__Task objective__. Please transcribe the entries below without omitting a single character.

__Source material__.

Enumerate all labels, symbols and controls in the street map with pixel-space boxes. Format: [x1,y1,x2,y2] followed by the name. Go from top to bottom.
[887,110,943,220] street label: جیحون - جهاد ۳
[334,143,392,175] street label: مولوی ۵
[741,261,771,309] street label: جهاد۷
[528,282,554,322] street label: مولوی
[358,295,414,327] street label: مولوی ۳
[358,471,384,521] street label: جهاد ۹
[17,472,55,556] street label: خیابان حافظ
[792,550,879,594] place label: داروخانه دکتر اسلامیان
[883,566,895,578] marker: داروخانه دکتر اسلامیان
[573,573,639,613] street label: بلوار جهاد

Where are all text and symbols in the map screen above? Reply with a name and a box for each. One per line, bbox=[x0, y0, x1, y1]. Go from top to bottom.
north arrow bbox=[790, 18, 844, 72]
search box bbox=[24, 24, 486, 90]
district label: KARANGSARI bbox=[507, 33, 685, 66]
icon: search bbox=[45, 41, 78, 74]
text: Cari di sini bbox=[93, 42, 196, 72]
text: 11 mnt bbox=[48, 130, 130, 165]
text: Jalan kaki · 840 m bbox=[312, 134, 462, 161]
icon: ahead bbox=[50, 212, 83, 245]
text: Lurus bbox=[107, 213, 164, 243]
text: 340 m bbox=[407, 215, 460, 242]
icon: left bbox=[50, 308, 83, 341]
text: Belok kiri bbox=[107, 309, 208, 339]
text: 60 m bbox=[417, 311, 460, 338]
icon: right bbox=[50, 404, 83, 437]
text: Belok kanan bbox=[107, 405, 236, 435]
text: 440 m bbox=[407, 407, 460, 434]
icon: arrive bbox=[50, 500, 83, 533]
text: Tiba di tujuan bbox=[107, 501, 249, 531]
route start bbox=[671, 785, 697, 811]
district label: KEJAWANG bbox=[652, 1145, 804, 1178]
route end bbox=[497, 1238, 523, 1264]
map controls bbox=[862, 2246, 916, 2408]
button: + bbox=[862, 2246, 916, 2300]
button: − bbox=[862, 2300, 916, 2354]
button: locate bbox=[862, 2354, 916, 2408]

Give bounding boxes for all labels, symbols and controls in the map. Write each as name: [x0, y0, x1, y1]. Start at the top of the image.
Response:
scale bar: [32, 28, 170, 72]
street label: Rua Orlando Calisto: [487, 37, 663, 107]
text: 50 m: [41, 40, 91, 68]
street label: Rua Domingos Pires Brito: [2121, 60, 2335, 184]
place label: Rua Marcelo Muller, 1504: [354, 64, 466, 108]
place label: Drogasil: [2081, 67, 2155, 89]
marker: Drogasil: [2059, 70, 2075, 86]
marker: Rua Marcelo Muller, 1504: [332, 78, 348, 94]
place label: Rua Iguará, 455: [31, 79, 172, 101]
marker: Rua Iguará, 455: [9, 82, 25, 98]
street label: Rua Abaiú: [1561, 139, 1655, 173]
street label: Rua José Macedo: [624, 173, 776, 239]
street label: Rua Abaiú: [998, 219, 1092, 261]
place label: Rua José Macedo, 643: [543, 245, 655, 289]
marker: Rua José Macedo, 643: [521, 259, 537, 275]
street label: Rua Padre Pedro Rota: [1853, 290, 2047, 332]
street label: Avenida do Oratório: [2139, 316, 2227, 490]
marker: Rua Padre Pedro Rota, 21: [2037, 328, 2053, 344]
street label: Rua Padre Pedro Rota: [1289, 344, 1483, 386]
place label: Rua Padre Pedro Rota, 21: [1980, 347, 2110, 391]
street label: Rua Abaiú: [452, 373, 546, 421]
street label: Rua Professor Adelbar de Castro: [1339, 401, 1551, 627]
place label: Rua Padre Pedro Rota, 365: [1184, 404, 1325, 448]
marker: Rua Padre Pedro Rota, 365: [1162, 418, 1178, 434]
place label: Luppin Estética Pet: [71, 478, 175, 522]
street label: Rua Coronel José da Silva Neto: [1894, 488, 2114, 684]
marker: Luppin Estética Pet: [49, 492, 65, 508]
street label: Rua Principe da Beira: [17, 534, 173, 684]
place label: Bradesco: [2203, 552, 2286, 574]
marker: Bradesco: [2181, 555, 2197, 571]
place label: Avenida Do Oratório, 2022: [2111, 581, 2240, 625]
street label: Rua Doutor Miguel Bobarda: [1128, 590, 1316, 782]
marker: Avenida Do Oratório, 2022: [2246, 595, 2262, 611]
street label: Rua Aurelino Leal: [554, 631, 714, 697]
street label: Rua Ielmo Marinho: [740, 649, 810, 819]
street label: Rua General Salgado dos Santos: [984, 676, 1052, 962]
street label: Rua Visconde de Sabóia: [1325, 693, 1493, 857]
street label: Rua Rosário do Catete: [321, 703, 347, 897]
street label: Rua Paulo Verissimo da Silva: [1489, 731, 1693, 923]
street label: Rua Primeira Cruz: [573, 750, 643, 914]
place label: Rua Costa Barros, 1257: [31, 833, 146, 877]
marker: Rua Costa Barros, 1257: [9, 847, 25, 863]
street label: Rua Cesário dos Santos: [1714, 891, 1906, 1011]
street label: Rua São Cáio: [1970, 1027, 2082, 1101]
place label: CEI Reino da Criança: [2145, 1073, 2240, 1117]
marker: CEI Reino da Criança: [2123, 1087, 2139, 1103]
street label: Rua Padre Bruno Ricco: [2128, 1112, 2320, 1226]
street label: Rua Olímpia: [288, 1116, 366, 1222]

__Solution to this task__.
Enumerate all labels, symbols and controls in the street map with pixel-space boxes. Format: [x1,y1,x2,y2] followed by the name. Go from top to bottom.
[887,110,943,220] street label: جیحون - جهاد ۳
[334,143,392,175] street label: مولوی ۵
[741,261,771,309] street label: جهاد۷
[528,282,554,322] street label: مولوی
[358,295,414,327] street label: مولوی ۳
[358,471,384,521] street label: جهاد ۹
[17,472,55,556] street label: خیابان حافظ
[792,550,879,594] place label: داروخانه دکتر اسلامیان
[883,566,895,578] marker: داروخانه دکتر اسلامیان
[573,573,639,613] street label: بلوار جهاد

Where are all text and symbols in the map screen above? Reply with a name and a box for each. One per line, bbox=[x0, y0, x1, y1]. Go from top to bottom.
north arrow bbox=[790, 18, 844, 72]
search box bbox=[24, 24, 486, 90]
district label: KARANGSARI bbox=[507, 33, 685, 66]
icon: search bbox=[45, 41, 78, 74]
text: Cari di sini bbox=[93, 42, 196, 72]
text: 11 mnt bbox=[48, 130, 130, 165]
text: Jalan kaki · 840 m bbox=[312, 134, 462, 161]
icon: ahead bbox=[50, 212, 83, 245]
text: Lurus bbox=[107, 213, 164, 243]
text: 340 m bbox=[407, 215, 460, 242]
icon: left bbox=[50, 308, 83, 341]
text: Belok kiri bbox=[107, 309, 208, 339]
text: 60 m bbox=[417, 311, 460, 338]
icon: right bbox=[50, 404, 83, 437]
text: Belok kanan bbox=[107, 405, 236, 435]
text: 440 m bbox=[407, 407, 460, 434]
icon: arrive bbox=[50, 500, 83, 533]
text: Tiba di tujuan bbox=[107, 501, 249, 531]
route start bbox=[671, 785, 697, 811]
district label: KEJAWANG bbox=[652, 1145, 804, 1178]
route end bbox=[497, 1238, 523, 1264]
map controls bbox=[862, 2246, 916, 2408]
button: + bbox=[862, 2246, 916, 2300]
button: − bbox=[862, 2300, 916, 2354]
button: locate bbox=[862, 2354, 916, 2408]

Give bounding boxes for all labels, symbols and controls in the map. Write each as name: [x0, y0, x1, y1]. Start at the top of the image.
Response:
scale bar: [32, 28, 170, 72]
street label: Rua Orlando Calisto: [487, 37, 663, 107]
text: 50 m: [41, 40, 91, 68]
street label: Rua Domingos Pires Brito: [2121, 60, 2335, 184]
place label: Rua Marcelo Muller, 1504: [354, 64, 466, 108]
place label: Drogasil: [2081, 67, 2155, 89]
marker: Drogasil: [2059, 70, 2075, 86]
marker: Rua Marcelo Muller, 1504: [332, 78, 348, 94]
place label: Rua Iguará, 455: [31, 79, 172, 101]
marker: Rua Iguará, 455: [9, 82, 25, 98]
street label: Rua Abaiú: [1561, 139, 1655, 173]
street label: Rua José Macedo: [624, 173, 776, 239]
street label: Rua Abaiú: [998, 219, 1092, 261]
place label: Rua José Macedo, 643: [543, 245, 655, 289]
marker: Rua José Macedo, 643: [521, 259, 537, 275]
street label: Rua Padre Pedro Rota: [1853, 290, 2047, 332]
street label: Avenida do Oratório: [2139, 316, 2227, 490]
marker: Rua Padre Pedro Rota, 21: [2037, 328, 2053, 344]
street label: Rua Padre Pedro Rota: [1289, 344, 1483, 386]
place label: Rua Padre Pedro Rota, 21: [1980, 347, 2110, 391]
street label: Rua Abaiú: [452, 373, 546, 421]
street label: Rua Professor Adelbar de Castro: [1339, 401, 1551, 627]
place label: Rua Padre Pedro Rota, 365: [1184, 404, 1325, 448]
marker: Rua Padre Pedro Rota, 365: [1162, 418, 1178, 434]
place label: Luppin Estética Pet: [71, 478, 175, 522]
street label: Rua Coronel José da Silva Neto: [1894, 488, 2114, 684]
marker: Luppin Estética Pet: [49, 492, 65, 508]
street label: Rua Principe da Beira: [17, 534, 173, 684]
place label: Bradesco: [2203, 552, 2286, 574]
marker: Bradesco: [2181, 555, 2197, 571]
place label: Avenida Do Oratório, 2022: [2111, 581, 2240, 625]
street label: Rua Doutor Miguel Bobarda: [1128, 590, 1316, 782]
marker: Avenida Do Oratório, 2022: [2246, 595, 2262, 611]
street label: Rua Aurelino Leal: [554, 631, 714, 697]
street label: Rua Ielmo Marinho: [740, 649, 810, 819]
street label: Rua General Salgado dos Santos: [984, 676, 1052, 962]
street label: Rua Visconde de Sabóia: [1325, 693, 1493, 857]
street label: Rua Rosário do Catete: [321, 703, 347, 897]
street label: Rua Paulo Verissimo da Silva: [1489, 731, 1693, 923]
street label: Rua Primeira Cruz: [573, 750, 643, 914]
place label: Rua Costa Barros, 1257: [31, 833, 146, 877]
marker: Rua Costa Barros, 1257: [9, 847, 25, 863]
street label: Rua Cesário dos Santos: [1714, 891, 1906, 1011]
street label: Rua São Cáio: [1970, 1027, 2082, 1101]
place label: CEI Reino da Criança: [2145, 1073, 2240, 1117]
marker: CEI Reino da Criança: [2123, 1087, 2139, 1103]
street label: Rua Padre Bruno Ricco: [2128, 1112, 2320, 1226]
street label: Rua Olímpia: [288, 1116, 366, 1222]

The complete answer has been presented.